High class London flat let under assured tenancy – Application for determination of rent at a level which would deprive tenancy of assured tenancy status – Whether rent assessment panel bound to cap the rent at £25,000 pa
By an agreement dated October 5 1994 a predecessor of the applicant landlord let a flat in Cadogan Place, London, to a relative (T) for a fixed term expiring on September 27 1995 at a rent of £700 a month, such rent being significantly below the market rent. On September 29 1995 the applicant became the immediate landlord of T, who was by then occupying the flat as a statutory periodic tenant under the Housing Act 1988. In January 1996 the applicant served a notice on T proposing that the rent be increased to £3,375 per month. That notice was referred by T to the respondent rent assessment panel which by section 14(1) of the Housing Act 1988 was required to determine “the rent at which . . . the dwelling-house might reasonably be expected to be let under an assured tenancy”. In response to the applicant’s claim to a rent of £40,000 pa the respondents declared, pointing to the £25,000 rental value limit imposed by para 2A of Part I of Schedule 1 to the Act (replacing the earlier rateable value limits), that they had no power to determine a rent above that limit since they would thereby be purporting to fix a rent for a tenancy which was no longer an assured tenancy. In its challenge to the decision the applicant contended that the respondents were bound to record the full market rent regardless of its effect on the status of the tenancy.

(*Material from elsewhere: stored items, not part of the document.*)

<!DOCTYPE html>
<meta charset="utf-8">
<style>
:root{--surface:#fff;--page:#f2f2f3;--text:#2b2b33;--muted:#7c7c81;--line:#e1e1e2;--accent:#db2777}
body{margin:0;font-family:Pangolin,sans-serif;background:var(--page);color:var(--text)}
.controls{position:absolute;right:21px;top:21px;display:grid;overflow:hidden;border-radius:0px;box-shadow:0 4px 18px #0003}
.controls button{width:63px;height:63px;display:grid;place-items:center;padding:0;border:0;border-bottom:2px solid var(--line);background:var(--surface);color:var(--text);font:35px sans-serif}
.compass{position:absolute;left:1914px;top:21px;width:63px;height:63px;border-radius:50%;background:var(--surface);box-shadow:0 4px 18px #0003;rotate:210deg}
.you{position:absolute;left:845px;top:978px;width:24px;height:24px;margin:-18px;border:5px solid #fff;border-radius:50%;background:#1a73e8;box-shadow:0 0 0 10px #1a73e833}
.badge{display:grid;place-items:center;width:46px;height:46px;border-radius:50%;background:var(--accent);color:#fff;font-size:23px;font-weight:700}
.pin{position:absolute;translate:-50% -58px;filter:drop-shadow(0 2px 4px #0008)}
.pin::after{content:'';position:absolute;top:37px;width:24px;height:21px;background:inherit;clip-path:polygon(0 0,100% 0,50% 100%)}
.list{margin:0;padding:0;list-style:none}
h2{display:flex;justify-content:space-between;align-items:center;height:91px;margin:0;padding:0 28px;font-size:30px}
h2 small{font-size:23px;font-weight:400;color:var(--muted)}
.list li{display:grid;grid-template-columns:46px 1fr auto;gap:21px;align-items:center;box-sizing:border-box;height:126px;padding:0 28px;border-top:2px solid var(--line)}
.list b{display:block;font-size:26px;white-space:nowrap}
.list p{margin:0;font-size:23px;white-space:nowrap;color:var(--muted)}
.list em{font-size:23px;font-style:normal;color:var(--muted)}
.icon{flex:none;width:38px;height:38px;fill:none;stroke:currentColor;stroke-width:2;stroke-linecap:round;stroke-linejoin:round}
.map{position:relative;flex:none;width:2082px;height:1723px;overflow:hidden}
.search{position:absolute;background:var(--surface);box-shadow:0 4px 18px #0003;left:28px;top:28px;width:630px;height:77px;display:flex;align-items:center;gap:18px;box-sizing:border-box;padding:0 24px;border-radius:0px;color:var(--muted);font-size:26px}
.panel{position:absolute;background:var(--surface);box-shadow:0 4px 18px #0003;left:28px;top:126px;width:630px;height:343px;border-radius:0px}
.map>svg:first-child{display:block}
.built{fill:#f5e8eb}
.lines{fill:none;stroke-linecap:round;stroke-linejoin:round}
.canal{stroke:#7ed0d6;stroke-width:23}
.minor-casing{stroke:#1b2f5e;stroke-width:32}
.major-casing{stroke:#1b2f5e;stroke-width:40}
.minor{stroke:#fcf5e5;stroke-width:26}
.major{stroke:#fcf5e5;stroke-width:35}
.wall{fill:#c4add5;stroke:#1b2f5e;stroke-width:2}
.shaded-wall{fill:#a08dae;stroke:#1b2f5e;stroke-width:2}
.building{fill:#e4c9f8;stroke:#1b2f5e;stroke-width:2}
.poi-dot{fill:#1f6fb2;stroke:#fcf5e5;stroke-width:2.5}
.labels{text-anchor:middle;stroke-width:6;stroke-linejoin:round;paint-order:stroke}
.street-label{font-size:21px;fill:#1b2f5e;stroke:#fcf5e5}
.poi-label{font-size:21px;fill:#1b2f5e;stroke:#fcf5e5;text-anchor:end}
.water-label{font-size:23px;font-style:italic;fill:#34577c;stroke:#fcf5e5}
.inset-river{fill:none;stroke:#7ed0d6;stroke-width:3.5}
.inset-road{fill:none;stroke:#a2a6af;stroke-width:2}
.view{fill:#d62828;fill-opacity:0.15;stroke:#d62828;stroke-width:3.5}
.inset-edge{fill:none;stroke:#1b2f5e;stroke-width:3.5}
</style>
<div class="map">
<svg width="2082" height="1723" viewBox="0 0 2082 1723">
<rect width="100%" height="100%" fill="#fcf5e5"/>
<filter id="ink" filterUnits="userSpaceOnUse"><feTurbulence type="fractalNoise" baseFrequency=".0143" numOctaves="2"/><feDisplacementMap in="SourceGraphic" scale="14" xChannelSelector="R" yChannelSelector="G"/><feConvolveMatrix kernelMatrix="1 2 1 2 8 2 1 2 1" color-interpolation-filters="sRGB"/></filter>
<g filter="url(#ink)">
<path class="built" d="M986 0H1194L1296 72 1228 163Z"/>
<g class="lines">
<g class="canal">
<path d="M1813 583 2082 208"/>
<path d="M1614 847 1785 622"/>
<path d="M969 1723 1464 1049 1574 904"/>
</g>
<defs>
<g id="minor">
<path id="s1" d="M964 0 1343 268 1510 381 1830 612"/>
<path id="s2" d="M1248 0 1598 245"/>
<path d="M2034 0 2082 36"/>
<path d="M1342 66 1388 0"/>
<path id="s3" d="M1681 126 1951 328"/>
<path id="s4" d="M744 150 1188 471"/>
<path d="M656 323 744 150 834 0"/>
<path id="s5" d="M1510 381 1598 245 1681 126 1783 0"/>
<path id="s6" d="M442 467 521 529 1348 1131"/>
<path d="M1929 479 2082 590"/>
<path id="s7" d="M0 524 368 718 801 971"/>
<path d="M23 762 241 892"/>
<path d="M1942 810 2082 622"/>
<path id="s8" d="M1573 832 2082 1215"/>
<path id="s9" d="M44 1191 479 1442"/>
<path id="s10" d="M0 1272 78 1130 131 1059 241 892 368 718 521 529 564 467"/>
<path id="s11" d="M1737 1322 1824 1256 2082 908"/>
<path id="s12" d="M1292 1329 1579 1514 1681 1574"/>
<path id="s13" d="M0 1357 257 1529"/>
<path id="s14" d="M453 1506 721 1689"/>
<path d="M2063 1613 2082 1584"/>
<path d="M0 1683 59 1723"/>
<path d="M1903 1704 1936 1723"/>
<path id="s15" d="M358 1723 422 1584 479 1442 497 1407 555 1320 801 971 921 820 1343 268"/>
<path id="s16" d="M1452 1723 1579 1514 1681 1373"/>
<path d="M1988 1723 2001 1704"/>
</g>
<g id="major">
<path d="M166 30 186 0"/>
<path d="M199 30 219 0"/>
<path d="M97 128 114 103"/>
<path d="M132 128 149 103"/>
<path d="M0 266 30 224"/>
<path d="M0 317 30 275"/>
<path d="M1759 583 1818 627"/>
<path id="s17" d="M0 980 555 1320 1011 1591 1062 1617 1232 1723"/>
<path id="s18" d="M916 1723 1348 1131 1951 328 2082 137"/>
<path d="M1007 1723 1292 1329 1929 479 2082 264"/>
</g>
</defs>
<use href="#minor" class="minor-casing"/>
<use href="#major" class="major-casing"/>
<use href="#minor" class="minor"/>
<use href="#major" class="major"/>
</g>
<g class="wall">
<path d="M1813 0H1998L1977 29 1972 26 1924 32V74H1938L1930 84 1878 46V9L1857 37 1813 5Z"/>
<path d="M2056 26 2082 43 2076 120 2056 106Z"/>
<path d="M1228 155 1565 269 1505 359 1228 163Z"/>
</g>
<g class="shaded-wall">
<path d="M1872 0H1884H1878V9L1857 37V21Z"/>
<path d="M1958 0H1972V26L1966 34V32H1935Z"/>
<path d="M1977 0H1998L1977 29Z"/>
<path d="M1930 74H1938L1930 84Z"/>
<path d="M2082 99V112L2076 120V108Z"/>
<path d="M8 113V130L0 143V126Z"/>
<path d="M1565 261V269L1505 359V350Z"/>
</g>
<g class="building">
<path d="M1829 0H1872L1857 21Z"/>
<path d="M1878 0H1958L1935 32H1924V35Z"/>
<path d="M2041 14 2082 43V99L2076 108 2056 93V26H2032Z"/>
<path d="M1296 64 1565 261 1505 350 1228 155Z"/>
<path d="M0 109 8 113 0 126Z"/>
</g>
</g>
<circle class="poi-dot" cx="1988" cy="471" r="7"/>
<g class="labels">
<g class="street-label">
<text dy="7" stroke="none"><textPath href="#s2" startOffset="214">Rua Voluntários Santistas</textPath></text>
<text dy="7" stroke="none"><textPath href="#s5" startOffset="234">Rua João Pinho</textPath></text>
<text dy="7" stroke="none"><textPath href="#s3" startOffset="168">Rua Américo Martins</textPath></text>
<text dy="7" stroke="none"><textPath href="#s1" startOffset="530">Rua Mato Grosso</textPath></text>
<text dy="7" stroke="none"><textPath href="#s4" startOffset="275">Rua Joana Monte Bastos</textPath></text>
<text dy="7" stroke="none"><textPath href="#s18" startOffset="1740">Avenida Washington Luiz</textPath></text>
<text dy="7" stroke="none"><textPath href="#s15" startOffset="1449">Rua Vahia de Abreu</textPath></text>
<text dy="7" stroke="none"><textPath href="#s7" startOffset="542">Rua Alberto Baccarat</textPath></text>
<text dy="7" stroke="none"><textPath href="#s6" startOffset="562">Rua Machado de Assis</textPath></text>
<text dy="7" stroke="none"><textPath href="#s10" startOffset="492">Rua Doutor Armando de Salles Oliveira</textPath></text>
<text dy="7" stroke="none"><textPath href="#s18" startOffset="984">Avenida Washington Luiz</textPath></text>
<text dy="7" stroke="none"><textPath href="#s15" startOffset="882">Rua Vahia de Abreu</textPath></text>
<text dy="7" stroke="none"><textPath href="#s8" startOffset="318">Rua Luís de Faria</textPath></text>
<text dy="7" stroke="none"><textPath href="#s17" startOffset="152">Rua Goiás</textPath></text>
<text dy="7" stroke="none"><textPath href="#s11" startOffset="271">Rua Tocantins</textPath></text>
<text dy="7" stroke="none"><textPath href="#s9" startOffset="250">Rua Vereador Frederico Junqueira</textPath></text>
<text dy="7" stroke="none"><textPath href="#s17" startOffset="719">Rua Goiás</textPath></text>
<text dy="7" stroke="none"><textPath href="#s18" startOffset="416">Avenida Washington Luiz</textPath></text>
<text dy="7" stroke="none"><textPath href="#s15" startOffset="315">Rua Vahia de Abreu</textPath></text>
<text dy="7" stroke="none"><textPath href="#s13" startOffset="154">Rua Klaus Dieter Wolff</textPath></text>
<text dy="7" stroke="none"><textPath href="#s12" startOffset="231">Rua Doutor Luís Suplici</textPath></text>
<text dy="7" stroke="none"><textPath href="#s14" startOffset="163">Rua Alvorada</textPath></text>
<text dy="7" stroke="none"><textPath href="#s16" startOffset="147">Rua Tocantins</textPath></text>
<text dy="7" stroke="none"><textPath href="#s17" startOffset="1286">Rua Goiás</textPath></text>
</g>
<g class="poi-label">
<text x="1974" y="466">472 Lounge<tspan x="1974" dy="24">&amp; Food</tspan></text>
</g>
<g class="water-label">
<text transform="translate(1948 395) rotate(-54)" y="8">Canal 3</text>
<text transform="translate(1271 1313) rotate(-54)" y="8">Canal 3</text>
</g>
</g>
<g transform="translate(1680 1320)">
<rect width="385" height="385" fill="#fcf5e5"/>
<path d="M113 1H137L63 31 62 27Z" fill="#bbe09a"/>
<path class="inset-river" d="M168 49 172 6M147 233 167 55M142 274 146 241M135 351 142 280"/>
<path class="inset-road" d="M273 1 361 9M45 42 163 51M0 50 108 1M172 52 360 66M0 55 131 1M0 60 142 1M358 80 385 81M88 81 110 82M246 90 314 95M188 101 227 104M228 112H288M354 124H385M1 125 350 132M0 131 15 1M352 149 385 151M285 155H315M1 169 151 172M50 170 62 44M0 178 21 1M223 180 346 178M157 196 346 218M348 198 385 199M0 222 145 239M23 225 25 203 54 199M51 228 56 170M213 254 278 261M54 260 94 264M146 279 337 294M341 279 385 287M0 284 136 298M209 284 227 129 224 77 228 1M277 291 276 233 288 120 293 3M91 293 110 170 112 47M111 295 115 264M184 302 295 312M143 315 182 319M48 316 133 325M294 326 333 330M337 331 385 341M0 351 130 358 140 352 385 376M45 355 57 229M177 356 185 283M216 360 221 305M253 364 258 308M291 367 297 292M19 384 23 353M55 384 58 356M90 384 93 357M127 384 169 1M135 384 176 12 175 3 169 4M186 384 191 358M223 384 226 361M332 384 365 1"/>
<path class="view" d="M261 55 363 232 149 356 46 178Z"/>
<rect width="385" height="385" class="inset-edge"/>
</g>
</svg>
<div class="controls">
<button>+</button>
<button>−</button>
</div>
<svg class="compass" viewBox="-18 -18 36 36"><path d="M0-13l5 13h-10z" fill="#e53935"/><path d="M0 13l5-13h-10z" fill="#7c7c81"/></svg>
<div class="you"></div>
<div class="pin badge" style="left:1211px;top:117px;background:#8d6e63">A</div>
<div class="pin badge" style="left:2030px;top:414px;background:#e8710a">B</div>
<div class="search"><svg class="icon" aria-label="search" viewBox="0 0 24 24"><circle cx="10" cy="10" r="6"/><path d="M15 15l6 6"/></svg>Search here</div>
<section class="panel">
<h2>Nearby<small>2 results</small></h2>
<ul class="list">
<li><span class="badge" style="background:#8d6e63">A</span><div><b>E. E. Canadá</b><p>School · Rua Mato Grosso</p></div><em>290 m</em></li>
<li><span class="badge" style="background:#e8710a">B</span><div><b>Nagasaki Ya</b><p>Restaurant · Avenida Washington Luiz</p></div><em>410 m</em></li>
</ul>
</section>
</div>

Held The application was allowed.
The dispute had arisen because the draughtsman of the amendment to Schedule 1, made by the References to Rating (Housing Regulations) 1990, had failed to appreciate how the new provision would interact with section 14(1) of the 1988 Act, which could only operate sensibly if the words “let under an assured tenancy” were construed without regard to the limit on rental values inserted into the Schedule. The introduction of the cap contended for by the respondents would defeat the purpose of the section as no landlord could be “reasonably expected” to let at or near a figure incapable of being increased. Furthermore, it could not have been the intention of parliament to allow an amendment which was purely consequential upon changes in local taxation to have such a profound effect on the assured tenancy regime. The respondents’ argument could not be pursued without casting doubt on the validity of the 1990 regulation.
Anthony Redevsky (instructed by Lee & Pembertons) appeared for the landlord; John Hobson (instructed by the Treasury Solicitor) appeared for the respondent panel; the tenant did not appear and was not represented.